RunAsUserName Policy Constraint for windows pods

[jsturtevant]

Describe the solution you'd like
A policy that blocks ContainerAdministrator from being set on the WindowsOptions podspec. It is generally a good idea to run your containers with ContainerUser for windows pods. The users are not shared between the Container and host but the ContainerAdministrator does have additional privileges with in the container. In the PR for kubernetes/kubernetes#92355 an agree was made block ContainerAdministrator if RunAsNonRoot was specified.

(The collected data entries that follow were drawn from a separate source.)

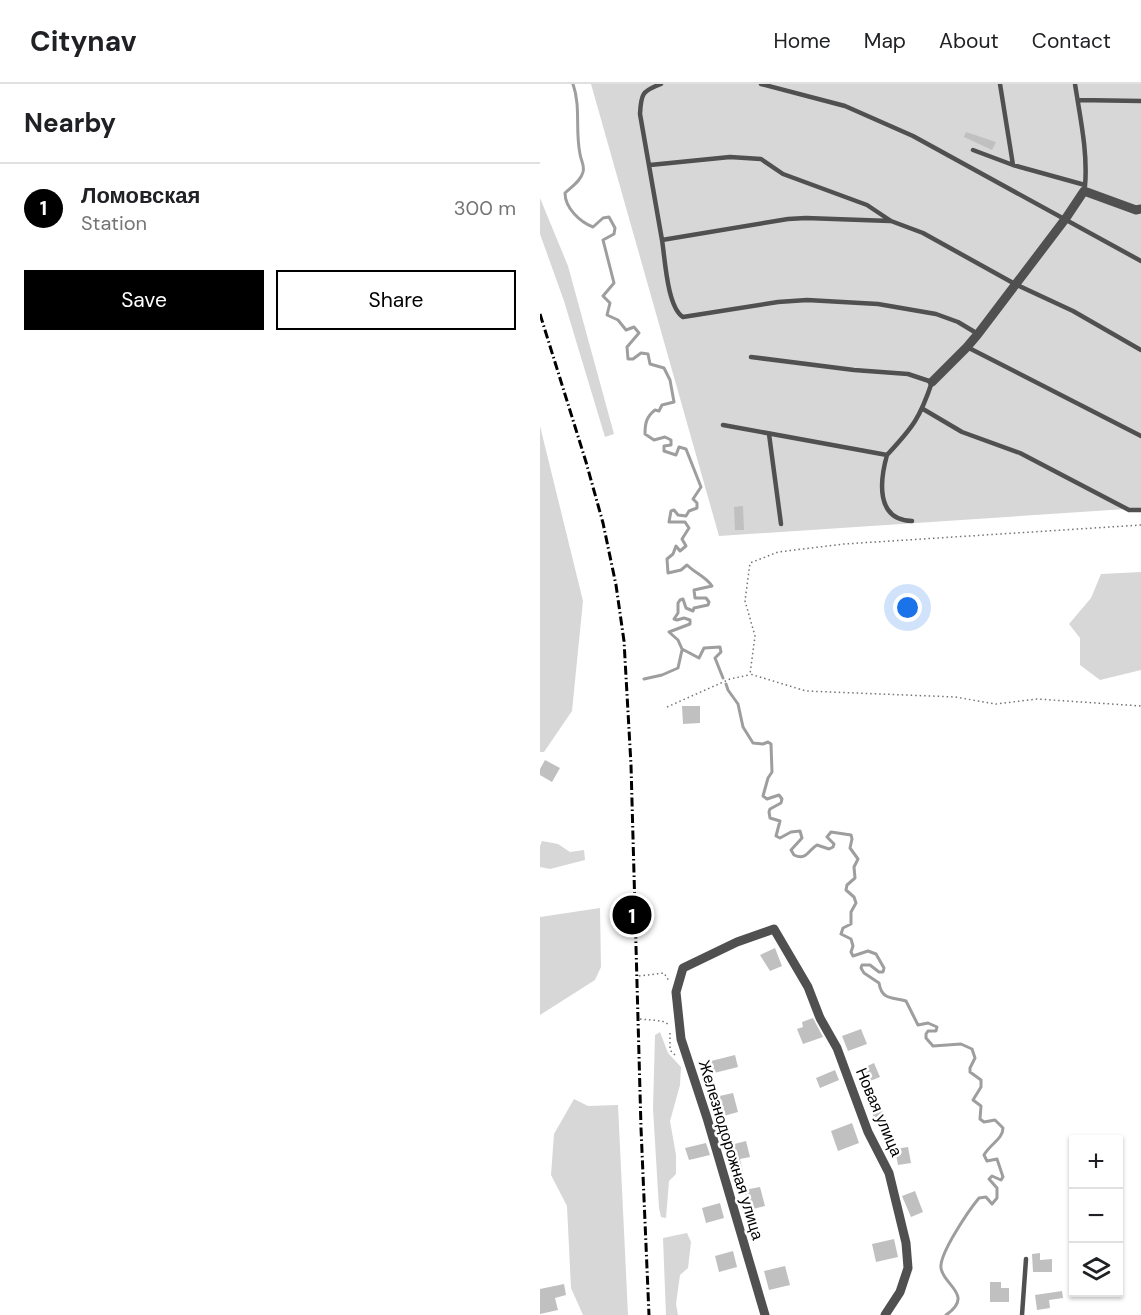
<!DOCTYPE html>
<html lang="en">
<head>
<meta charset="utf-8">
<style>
  :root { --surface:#fff; --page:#f6f6f6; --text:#202124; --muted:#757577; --line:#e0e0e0; --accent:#000 }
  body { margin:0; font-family:"DM Sans",sans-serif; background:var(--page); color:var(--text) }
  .controls { position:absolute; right:18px; bottom:18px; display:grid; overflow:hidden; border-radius:0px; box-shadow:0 2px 4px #0004 }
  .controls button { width:54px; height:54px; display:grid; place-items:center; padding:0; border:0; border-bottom:2px solid var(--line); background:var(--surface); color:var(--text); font:30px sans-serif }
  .you { position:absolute; left:368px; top:524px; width:21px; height:21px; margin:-15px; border:4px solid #fff; border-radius:50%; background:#1a73e8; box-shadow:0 0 0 9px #1a73e833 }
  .badge { display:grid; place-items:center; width:39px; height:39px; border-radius:50%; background:var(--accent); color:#fff; font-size:20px; font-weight:700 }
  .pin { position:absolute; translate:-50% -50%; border:3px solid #fff; box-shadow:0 2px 6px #0006 }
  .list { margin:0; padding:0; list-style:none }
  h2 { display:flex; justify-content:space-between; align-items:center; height:78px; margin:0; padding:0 24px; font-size:26px }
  h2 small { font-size:20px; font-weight:400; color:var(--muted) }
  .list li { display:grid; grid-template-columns:39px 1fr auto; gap:18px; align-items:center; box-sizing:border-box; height:90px; padding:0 24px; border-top:2px solid var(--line) }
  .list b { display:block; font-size:22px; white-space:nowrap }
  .list p { margin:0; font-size:20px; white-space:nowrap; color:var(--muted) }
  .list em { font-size:20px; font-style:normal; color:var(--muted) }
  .actions { display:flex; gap:12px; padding:18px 24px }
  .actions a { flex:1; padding:14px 0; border:2px solid var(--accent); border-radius:0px; text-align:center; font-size:21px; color:var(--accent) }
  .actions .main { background:var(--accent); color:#fff }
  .icon { flex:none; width:33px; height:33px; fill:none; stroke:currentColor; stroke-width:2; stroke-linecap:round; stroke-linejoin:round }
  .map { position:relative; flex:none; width:601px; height:1231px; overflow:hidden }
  header { display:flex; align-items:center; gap:36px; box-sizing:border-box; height:84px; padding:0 30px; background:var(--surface); border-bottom:2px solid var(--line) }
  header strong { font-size:28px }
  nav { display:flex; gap:33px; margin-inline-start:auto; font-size:21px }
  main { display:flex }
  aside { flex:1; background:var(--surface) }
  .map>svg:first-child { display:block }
  .green { fill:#d7d7d7 }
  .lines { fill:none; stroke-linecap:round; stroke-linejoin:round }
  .stream { stroke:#9e9e9e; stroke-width:3 }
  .building { fill:#c0c0c0 }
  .path { stroke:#727272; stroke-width:1.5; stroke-dasharray:1.5 3; stroke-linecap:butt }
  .lane { stroke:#505050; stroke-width:4.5 }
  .street { stroke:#505050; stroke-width:9 }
  .rail { stroke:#000; stroke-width:3; stroke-dasharray:9 3 1.5 3; stroke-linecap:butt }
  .labels { text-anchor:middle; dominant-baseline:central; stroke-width:5; stroke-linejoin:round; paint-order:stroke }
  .street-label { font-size:16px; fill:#000; stroke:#fff }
</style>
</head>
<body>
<header>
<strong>Citynav</strong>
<nav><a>Home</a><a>Map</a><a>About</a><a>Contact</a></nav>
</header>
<main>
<aside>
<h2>Nearby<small></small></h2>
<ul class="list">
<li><span class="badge">1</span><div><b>Ломовская</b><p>Station</p></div><em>300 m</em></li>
</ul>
<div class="actions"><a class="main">Save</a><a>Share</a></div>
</aside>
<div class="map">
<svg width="601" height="1231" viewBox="0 0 601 1231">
  <rect width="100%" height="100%" fill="#fff"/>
  <path class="green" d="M51 0H601V424L179 452Z
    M0 114 28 182 74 350 65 353 24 217 0 150Z
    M0 342 43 517 32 627 4 668H0Z
    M601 488V586L560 596 540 581V554L529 540 551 514 561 490Z
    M2 757 18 760 30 768 44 766 45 776 10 785 0 783V762Z
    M60 824 61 883 55 896 0 931V833Z
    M120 948 128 969 141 983 140 1001 130 1037 136 1071V1090L129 1097 126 1134 121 1133 119 1124 113 1025 115 951Z
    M34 1015 48 1022 78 1021 88 1231H43L31 1204 27 1122 11 1091 14 1050Z
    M147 1149 151 1158 148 1184 140 1191 136 1220 138 1231H126L123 1154Z"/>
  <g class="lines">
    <path class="stream" d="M33 0C41 23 35 46 40 70 41 77 45 82 43 88 41 97 31 103 25 109 25 124 40 138 53 143L63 134 69 133 75 144 74 150 63 156 74 199 63 212 70 219 67 231 78 236 86 246 94 243 99 249 87 263 88 275H93L101 269 108 270 110 280 124 284 130 296 134 318 122 321 119 327 115 326C106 333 105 340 105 350L114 356 125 353 131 356V361L124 362V367L136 371 139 363 146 365 161 403 153 415 157 419V424L149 427 146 432 138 431 134 426 131 427 129 438H145L149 444 142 455 146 462 140 467 136 462 133 470 127 475 128 489 141 486 147 481C155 489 166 493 172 502L154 506 155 514H166L169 518 168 521 154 524 153 527 146 524 143 515 140 516 138 519V529L134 535 137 536 144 534 150 536V540L129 548 138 556 142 565 159 574 164 564 180 563 181 568 175 574 183 594
      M104 595 122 591 138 584 142 566
      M186 600 188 606 198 620 203 643 213 659 223 660 228 658 231 660 232 688 228 694 223 712 227 715 239 711 242 715 241 719 230 725 229 728 230 734 240 737 236 752 240 754 251 748 260 747 262 754 251 766 254 771C267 777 268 766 277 761L289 765 293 763 294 760 287 753 291 748 311 751 312 755 310 764 318 775 314 783 315 794 307 801 306 806 314 813 316 819 311 828V840L303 844 301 850 311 855 313 862 311 868 313 872 328 867 336 870 344 884 343 888H339L330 881H322L321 884 324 889 339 899C342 917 353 913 366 917L378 941 388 939 397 943 396 947H388L386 950V954L393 962 421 960 432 965 435 974 430 984V988L441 996V1003L433 1016 441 1022 440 1035 444 1038 455 1036 463 1044C463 1055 450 1060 444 1071L447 1077 457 1075 463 1093 461 1096 452 1092 449 1095 457 1104V1114L452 1120 446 1113 439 1114C429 1126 399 1170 401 1184 403 1201 435 1211 406 1231"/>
  </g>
  <path class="building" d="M426 48 456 58 452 66 424 53Z
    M203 422 204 446H195L194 423Z
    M142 622H160V639L143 640Z
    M5 676 20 684 12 698 0 691V685Z
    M235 864 242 882 230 887 220 871Z
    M273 934 283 953 263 960 257 945 263 943 262 938Z
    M321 945 327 960 308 967 302 952Z
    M195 971 198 983 170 990 167 978Z
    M334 979 340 993 325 999 319 986Z
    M295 986 299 996 280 1004 276 994Z
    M193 1009 198 1028 180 1033 175 1013Z
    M341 1022 347 1038 337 1042 331 1026Z
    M312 1039 319 1059 298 1067 291 1047Z
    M206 1057 210 1073 200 1075 206 1101 198 1103 187 1062Z
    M166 1059 170 1071 149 1076 145 1064Z
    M368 1063 371 1079 358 1081 355 1065Z
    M220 1103 225 1122 209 1126 204 1106Z
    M375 1107 383 1128 371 1133 362 1112Z
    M180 1119 184 1134 166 1139 162 1124Z
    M354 1155 358 1173 336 1178 332 1160Z
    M193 1167 197 1183 179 1188 175 1172Z
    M500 1169V1176L512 1175V1188H493L492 1170Z
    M245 1182 250 1201 229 1206 224 1187Z
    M450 1198H461V1204H469V1218H450Z
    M24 1200 26 1211 15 1214 18 1226 0 1230V1205Z
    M522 1207 523 1214 509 1216 510 1224 497 1226 495 1211Z"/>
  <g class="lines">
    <path class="path" d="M601 441 304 460 238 468 210 479 205 517 215 552 210 590 266 607 415 613 456 620 497 615 601 622
      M127 623 190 595 209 591
      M99 892 124 889 129 897
      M100 935 122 937 130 941
      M130 949V966L136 972"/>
    <path class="lane" d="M121 0C102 7 101 10 100 30L122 156 248 135 266 134 350 137
      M221 0 305 22 373 52 601 177
      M460 0 473 81
      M535 0C540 33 548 68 545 102
      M538 16 601 17
      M433 66 473 81 545 101
      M110 81 190 73 221 75 243 90 327 121 351 137 383 149 475 200 533 227 601 266
      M122 156C125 174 127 223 143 233L238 218 267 216 338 220 396 230 418 238 438 250
      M427 263 601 352
      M383 325 422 348 480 369 589 426H601
      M183 341 347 371C373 343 380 334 392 298L368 290 314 286 211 273
      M229 350 241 440
      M347 371C340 396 335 436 372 437
      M482 1231 486 1175"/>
    <path class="street" d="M392 298 427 263 438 250 526 134 544 107 596 126 601 125
      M225 1231 167 1034 141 955 136 908 143 884 197 858 234 845 268 903 280 934 297 964 328 1048 349 1089 366 1159 368 1184 360 1208 345 1231"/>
    <path class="rail" d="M0 230 46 378 63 439 76 501 84 557 91 681 101 1044 109 1231"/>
  </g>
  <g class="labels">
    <g class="street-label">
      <text transform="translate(339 1028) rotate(67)">Новая улица</text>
      <text transform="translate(191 1066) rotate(73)">Железнодорожная улица</text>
    </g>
  </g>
</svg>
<div class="controls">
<button>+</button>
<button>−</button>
<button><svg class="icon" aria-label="layers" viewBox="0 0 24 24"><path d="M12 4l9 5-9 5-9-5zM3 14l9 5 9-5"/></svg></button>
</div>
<div class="you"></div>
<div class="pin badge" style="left:92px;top:831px">1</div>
</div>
</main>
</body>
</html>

The pod sec looks like (can also be set per container):

spec:
  securityContext:
    windowsOptions:
      runAsUserName: "ContainerUser"

There are also username limitations to be aware of: https://kubernetes.io/docs/tasks/configure-pod-container/configure-runasusername/#windows-username-limitations

Anything else you would like to add:
[Miscellaneous information that will assist in solving the issue.]

The following has more information on Windows Security Policies which are currently being defined:
kubernetes/kubernetes#64801 (comment)

Environment:

• Gatekeeper version:
• Kubernetes version: (use kubectl version):

[stale]

This issue/PR has been automatically marked as stale because it has not had recent activity. It will be closed in 14 days if no further activity occurs. Thank you for your contributions.